Work request
Which lines of the entries contain the string "Home"? Copy each of them.

** Opening Available records block **

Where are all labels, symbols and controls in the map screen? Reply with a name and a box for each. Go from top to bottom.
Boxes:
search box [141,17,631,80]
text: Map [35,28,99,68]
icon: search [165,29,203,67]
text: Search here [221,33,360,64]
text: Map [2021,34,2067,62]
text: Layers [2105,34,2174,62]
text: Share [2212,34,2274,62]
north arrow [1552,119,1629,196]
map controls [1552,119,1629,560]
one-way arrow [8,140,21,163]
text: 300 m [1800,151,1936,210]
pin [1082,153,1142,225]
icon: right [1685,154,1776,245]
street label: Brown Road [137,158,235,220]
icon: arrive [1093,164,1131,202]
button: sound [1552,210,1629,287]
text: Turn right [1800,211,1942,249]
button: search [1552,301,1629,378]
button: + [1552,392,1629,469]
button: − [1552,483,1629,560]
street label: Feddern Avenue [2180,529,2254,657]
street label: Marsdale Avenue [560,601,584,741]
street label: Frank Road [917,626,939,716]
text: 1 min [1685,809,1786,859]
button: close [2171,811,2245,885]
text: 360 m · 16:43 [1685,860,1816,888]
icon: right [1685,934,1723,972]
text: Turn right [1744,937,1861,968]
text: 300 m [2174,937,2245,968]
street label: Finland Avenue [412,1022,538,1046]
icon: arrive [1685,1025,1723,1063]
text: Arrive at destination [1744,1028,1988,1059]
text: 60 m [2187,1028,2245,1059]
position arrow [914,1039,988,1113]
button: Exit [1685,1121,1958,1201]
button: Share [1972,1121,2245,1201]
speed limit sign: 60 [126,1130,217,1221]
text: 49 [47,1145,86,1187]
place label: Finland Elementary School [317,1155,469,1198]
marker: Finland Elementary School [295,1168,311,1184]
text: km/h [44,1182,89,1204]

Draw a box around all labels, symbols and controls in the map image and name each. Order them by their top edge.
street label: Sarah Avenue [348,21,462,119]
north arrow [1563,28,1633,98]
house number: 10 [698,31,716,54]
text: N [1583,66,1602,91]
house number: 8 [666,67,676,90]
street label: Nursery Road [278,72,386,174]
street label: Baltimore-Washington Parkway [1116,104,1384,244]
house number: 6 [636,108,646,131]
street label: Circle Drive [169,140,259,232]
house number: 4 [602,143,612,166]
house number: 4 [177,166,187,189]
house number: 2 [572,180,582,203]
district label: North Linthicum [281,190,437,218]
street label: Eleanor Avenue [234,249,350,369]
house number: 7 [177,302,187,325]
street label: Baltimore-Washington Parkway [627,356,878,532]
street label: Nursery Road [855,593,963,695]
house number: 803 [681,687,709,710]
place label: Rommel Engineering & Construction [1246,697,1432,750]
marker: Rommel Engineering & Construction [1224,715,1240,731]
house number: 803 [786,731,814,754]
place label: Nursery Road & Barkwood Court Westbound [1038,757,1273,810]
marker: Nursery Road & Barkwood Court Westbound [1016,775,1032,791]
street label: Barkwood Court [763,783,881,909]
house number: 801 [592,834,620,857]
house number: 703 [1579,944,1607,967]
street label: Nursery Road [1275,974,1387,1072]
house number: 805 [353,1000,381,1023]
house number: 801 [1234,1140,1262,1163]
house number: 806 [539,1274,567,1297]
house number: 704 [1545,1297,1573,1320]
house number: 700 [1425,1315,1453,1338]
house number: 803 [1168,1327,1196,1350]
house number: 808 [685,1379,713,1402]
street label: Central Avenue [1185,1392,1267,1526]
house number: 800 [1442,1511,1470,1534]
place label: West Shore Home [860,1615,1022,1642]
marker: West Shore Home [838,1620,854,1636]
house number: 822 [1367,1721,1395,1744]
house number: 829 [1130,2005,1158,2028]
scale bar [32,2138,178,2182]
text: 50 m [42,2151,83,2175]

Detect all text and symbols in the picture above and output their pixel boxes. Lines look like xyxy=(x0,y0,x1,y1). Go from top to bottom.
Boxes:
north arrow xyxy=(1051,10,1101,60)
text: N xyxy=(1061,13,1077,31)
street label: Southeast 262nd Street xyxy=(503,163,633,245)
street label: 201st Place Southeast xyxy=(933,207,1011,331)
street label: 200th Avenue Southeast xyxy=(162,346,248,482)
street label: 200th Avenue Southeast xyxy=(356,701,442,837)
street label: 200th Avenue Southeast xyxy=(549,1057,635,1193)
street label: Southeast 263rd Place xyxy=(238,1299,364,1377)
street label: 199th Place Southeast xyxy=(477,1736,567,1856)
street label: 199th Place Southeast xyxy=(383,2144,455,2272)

** Closing Available records block **

Answer to this task
place label: West Shore Home [860,1615,1022,1642]
marker: West Shore Home [838,1620,854,1636]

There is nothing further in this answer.